A Real-life Scenario
Here's a typical secure messaging scenario:
Alice and Bob each generate a pair of public and private keys and exchange public keys. Alice composes a message to Bob.
Alice computes a hash of the encrypted message, encrypts the hash using her own private key and appends it to the bottom of the message. This is referred to as signing the message with a digital signature.
Next, Alice encrypts the signed message using Bob's public key and transmits the message to Bob. Bob then decrypts the message using his private key.
Bob uses Alice's public key to decrypt the hash at the bottom of the message and compares it to the hash he computes for the message (after the signature portion has been removed). This process is called authentication. If any key other than Alice's private key is used to encrypt the signature, the decryption would produce nonsense and would not match the computed message hash. If the message had been altered in any way during transit, the computed hash would differ from the one in the signature. Therefore, if the hash results match, Bob knows that the signature must have been generated with Alice's private key, and that the message he has received is identical in content to the message she sent.
To summarize, a secure messaging model requires four distinct operations:
- Signing: encrypting a message digest with the sender's private key and appending it to the message.
- Encrypting: encrypting a message (signed or unsigned) with the recipient's public key.
- Decrypting: decrypting a message with the recipient's private key to recover the plain text message.
- Authenticating: decrypting a message digest (or hash) using the sender's public key and comparing it to the computed digest.
Subsequently, a public key infrastructure provides methods for each of these activities as well as a system of generating, sharing, and organizing public and private keys.
Designing the Public Key Infrastructure
Before starting with the public key infrastructure, you should be familiar with the objects it will contain:
The message object is a container for message text. It can contain either plain text or cipher text. In this article, the infrastructure messages will be implemented as string objects.
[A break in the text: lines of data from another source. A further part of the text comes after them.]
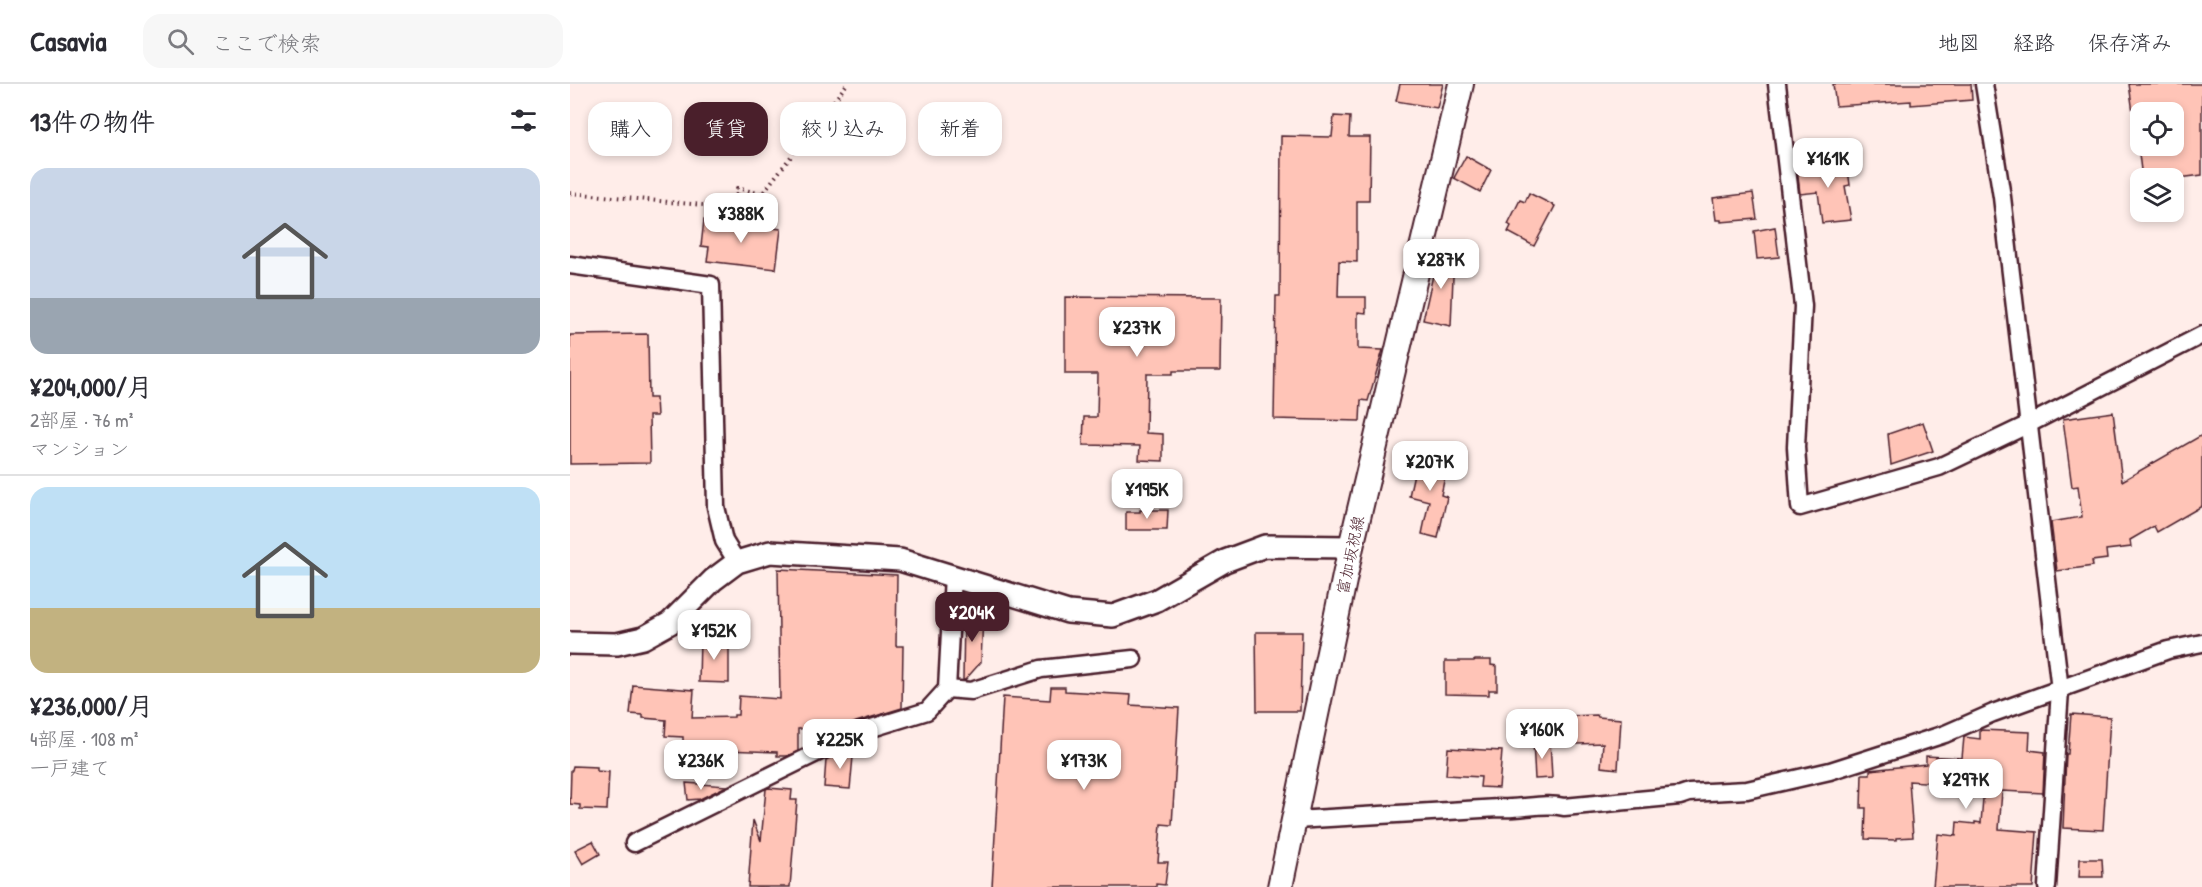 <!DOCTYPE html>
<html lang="ja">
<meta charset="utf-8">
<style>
:root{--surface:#fff;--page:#f7f7f7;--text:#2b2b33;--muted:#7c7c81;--line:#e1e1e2;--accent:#4a1f2b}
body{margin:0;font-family:"Patrick Hand","Klee One",sans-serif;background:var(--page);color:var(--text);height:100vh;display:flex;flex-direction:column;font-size:22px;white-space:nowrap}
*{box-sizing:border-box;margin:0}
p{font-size:20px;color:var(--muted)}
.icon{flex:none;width:33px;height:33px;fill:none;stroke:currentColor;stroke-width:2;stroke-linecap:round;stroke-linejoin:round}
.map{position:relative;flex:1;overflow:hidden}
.details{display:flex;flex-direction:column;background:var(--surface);width:570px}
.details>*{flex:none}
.top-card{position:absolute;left:18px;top:18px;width:570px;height:54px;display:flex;gap:12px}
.fabs{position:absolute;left:1560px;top:18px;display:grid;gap:12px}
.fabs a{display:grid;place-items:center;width:54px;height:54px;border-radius:12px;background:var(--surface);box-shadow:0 3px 9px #0003;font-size:30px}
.price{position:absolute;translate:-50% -51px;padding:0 14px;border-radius:12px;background:#fff;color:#222;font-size:20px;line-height:39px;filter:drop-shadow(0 2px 3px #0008)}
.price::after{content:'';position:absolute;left:50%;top:36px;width:18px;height:14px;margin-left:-9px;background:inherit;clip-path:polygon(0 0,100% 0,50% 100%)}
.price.current{background:var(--accent);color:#fff}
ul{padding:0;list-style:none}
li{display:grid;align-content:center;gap:12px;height:318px;padding:0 30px}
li+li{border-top:2px solid var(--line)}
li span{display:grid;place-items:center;height:186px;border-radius:18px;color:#555}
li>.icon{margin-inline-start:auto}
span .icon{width:108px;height:108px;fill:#fffc;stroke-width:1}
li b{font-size:26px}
h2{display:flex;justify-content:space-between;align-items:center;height:72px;padding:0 30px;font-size:26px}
.pill{padding:0 21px;border-radius:18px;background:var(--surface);box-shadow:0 3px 9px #0003;font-size:21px;line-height:54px}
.pill.current{background:var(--accent);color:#fff}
header{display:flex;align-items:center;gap:36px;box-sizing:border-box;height:84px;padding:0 30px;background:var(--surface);border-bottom:2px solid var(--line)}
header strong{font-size:28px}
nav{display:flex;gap:33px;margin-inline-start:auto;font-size:21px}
.search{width:420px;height:54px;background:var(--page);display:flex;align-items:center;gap:15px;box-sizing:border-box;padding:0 21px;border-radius:18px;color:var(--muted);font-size:22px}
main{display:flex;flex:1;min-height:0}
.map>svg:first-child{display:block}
.building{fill:#ffc4b7;stroke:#4a1f2b;stroke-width:1.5}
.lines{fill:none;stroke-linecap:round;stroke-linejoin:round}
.minor-casing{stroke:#4a1f2b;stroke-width:21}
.tertiary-casing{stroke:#4a1f2b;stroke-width:26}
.secondary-casing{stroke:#4a1f2b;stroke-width:28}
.path{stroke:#4a1f2b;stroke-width:4;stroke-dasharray:1.5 4.5;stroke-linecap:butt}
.minor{stroke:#fff;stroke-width:16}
.tertiary{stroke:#fff;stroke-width:21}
.secondary{stroke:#fff;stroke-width:24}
.labels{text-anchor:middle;stroke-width:4.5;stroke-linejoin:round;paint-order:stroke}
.street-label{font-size:16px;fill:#4a1f2b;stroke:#fff}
</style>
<header>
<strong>Casavia</strong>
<div class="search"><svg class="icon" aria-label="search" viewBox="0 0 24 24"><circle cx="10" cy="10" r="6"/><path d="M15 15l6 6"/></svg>ここで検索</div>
<nav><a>地図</a><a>経路</a><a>保存済み</a></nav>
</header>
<main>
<section class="details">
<h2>13件の物件<svg class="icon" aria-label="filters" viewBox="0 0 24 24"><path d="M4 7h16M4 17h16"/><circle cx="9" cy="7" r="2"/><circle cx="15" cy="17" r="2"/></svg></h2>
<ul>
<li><span style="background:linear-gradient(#c9d6e8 70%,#9aa5b1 0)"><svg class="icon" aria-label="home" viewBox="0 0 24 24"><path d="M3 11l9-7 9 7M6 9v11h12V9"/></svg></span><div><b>¥204,000/月</b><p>2部屋 · 76 m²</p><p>マンション</p></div></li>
<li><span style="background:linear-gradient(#bfe0f5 65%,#c2b280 0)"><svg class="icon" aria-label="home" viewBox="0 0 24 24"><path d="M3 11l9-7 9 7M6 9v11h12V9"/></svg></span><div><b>¥236,000/月</b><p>4部屋 · 108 m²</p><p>一戸建て</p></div></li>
</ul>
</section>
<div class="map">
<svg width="1632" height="803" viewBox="0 0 1632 803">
<rect width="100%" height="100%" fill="#ffede9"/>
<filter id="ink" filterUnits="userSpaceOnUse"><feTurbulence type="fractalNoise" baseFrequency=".0167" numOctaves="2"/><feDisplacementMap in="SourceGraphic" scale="12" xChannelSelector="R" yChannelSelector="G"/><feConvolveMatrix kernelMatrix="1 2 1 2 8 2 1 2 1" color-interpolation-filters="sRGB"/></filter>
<g filter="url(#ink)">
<g class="building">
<path d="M 830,0 L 873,0 L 867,24 L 826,17 Z"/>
<path d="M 1263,0 L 1401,0 L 1402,16 L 1341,21 L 1341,17 L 1266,22 Z"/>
<path d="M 1559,0 L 1632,0 L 1632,91 L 1609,94 L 1572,94 L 1568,62 L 1604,62 L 1604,28 L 1563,28 Z"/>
<path d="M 764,32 L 780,33 L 779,53 L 800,53 L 799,117 L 787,117 L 787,178 L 769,177 L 768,213 L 796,213 L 796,229 L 788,228 L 788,265 L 813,266 L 798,317 L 791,316 L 790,337 L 704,335 L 706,212 L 710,212 L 711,52 L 762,53 Z"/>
<path d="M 896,72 L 921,86 L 910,108 L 884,94 Z"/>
<path d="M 1277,78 L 1280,101 L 1275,102 L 1281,136 L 1252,139 L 1248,108 L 1230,110 L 1227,84 Z"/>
<path d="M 959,109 L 985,122 L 964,162 L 938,148 L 941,142 L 938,140 L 950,116 L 955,118 Z"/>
<path d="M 1183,109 L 1187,135 L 1151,138 L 1151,136 L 1146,136 L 1143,114 Z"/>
<path d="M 134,136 L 211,145 L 206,185 L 137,177 L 139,163 L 131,162 Z"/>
<path d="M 1205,143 L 1209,173 L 1187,175 L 1184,147 Z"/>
<path d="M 869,164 L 884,168 L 881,242 L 853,236 Z"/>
<path d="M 495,213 L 651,214 L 650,287 L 603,287 L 603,290 L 577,290 L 576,349 L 593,350 L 593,377 L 569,376 L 570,362 L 513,361 L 514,333 L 527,333 L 528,290 L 495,290 Z"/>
<path d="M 78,250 L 79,314 L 86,314 L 87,332 L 79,332 L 80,379 L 0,380 L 0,251 Z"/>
<path d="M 1543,328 L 1552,397 L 1632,351 L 1632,422 L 1587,448 L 1584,442 L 1560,456 L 1561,463 L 1536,466 L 1537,475 L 1522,477 L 1523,482 L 1487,487 L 1481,438 L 1512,433 L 1508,402 L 1502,403 L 1493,335 Z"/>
<path d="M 1353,338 L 1363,367 L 1321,381 L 1318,350 Z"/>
<path d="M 848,371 L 878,378 L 871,411 L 877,413 L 868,454 L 852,450 L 859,417 L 839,412 Z"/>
<path d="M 570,426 L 598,426 L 597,446 L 556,446 L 556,428 L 570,428 Z"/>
<path d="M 208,485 L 327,491 L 326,562 L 333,562 L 332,624 L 286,638 L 273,644 L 228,645 L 228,667 L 217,672 L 207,672 L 207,668 L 155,666 L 158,674 L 113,673 L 113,653 L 95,652 L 96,636 L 73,634 L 73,631 L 60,630 L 63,601 L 124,606 L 122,634 L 164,633 L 164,631 L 168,631 L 169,612 L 210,615 Z"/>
<path d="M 394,531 L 413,531 L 411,578 L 395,596 L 393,596 Z"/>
<path d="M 686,548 L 732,548 L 730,627 L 687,627 Z"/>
<path d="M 130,555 L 159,555 L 159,599 L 129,598 Z"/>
<path d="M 905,576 L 921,576 L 921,581 L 927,582 L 927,606 L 919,606 L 919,611 L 875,610 L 875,577 L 904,577 Z"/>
<path d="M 481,603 L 495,603 L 495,607 L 561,611 L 560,621 L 609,624 L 602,741 L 591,740 L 588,778 L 598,778 L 595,801 L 586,800 L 586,803 L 422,803 L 433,613 L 480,616 Z"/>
<path d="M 1501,630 L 1540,633 L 1533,746 L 1493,744 L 1496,670 L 1498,670 Z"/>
<path d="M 1027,631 L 1028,633 L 1051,635 L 1048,685 L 1031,683 L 1033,659 L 982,661 L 981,636 L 996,635 L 996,632 Z"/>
<path d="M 1410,646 L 1460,648 L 1459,666 L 1475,668 L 1473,709 L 1432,707 L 1429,745 L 1467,748 L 1463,803 L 1363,803 L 1368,750 L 1386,752 L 1387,738 L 1405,740 L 1405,738 L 1411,739 L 1414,702 L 1339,697 L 1343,753 L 1326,754 L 1326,756 L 1295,755 L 1296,724 L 1291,724 L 1292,690 L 1300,690 L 1300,686 L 1356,680 L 1356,672 L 1392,674 L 1394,653 L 1410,655 Z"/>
<path d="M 980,656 L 982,694 L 965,695 L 963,657 Z"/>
<path d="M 284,662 L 280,705 L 254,703 L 256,676 Z"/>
<path d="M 878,664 L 932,667 L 929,704 L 910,703 L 911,693 L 876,691 Z"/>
<path d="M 3,682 L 27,683 L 27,687 L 39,688 L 37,726 L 10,725 L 10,721 L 0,720 L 1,686 L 2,686 Z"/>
<path d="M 116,699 L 157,702 L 130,715 L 118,716 Z"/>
<path d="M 198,704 L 222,706 L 221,716 L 227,716 L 220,803 L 178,803 L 183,736 L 191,757 L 196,705 Z"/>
<path d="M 23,757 L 30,770 L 13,780 L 5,766 Z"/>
<path d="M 1510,775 L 1532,775 L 1533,793 L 1509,793 Z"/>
</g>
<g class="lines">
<defs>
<g id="minor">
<path d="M 1207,0 L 1233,222 L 1226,363 L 1230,423 L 1369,383 L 1459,340 L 1632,251"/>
<path d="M 1414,0 L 1432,113 L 1490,606 L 1477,803"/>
<path d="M 0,181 L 141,201 L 146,423 L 154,457 L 167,478"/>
<path d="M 377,605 L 401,607 L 471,585 L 563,575"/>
<path d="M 725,736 L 929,724 C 951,726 973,718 994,723 L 1110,712 L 1119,709 L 1177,706 L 1260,687 L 1375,650 L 1423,629 L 1598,566 L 1632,559"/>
<path d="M 64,759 L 289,648 L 357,627 L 377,605 L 383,491"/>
</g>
<path id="tertiary" d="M 0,559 L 47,560 L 73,554 L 100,539 L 143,496 L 167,478 L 200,468 L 330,476 L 498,528 L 543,532 L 587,516 L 655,477 L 695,462 L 781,463"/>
<path id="secondary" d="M 710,803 L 781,463 L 891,0"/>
</defs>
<use href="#minor" class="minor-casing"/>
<use href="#tertiary" class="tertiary-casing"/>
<use href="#secondary" class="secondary-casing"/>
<path class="path" d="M 0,109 L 166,124 L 167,104 L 192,110 L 277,0"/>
<use href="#minor" class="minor"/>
<use href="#tertiary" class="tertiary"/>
<use href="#secondary" class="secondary"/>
</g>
</g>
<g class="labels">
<g class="street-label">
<text transform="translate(780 471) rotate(-78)" y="6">富加坂祝線</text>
</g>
</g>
</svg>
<div class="fabs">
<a><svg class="icon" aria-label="locate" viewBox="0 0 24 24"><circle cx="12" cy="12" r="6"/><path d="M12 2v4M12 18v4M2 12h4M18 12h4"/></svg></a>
<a><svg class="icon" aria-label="layers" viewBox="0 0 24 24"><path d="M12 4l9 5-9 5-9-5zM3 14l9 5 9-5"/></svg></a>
</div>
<b class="price" style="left:1258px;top:105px">¥161K</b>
<b class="price" style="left:171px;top:160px">¥388K</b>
<b class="price" style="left:871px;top:206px">¥287K</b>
<b class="price" style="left:567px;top:274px">¥237K</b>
<b class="price" style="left:860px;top:408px">¥207K</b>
<b class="price" style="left:577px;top:436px">¥195K</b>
<b class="price current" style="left:402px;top:559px">¥204K</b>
<b class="price" style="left:144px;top:577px">¥152K</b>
<b class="price" style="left:972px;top:676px">¥160K</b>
<b class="price" style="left:270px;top:686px">¥225K</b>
<b class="price" style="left:131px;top:707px">¥236K</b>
<b class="price" style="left:514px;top:707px">¥173K</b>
<b class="price" style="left:1396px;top:726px">¥297K</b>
<div class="top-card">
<a class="pill">購入</a>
<a class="pill current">賃貸</a>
<a class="pill">絞り込み</a>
<a class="pill">新着</a>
</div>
</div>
</main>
Key objects contain the information needed to perform the signing, encryption, decryption, and authentication operations on messages. Key objects need a property to indicate which type of keyPublic or Private. Key objects also contain a property for a label. The label serves as a unique identifier to facilitate organizing, storing, and retrieving keys. The key object exposes the key (group of numbers for the cryptography algorithms) as an XML string through a key property. The .NET cryptography classes make use of a collection of information about keys to facilitate cryptographic operations. However, this collection of information can be read, stored, and used as an XML string. Therefore, you can simply treat the entire XML string as if it were a simple key.
A key pair object is a container that can hold either a public or private key. The KeyPair object will expose properties for PublicKey and PrivateKey. Each of these properties may either contain a key object of the indicated type or nothing. When you generate a public key and private key set (appropriate for encrypting and decrypting messages), the set is returned as a KeyPair. You can get the Key value (XML string) from the public key and distribute it. You can also create a KeyPair containing only a public key for storing the public key information (XML string) of someone with whom you wish to have secure communications.
This article contains the private and public keys of the person with whom you are corresponding.
The KeyRing object contains a collection of KeyPairs indexed by the labels from the public key. It also contains methods for adding, retrieving, and removing KeyPairs.
The CryptographicFunctions class exposes the KeyRing object and provides a method for generating new KeyPair objects (that contain public and private keys). This class also contains the methods for signing, encrypting, decrypting, and authenticating messages using a conversational key pair (that contains your private key and the other party's public key).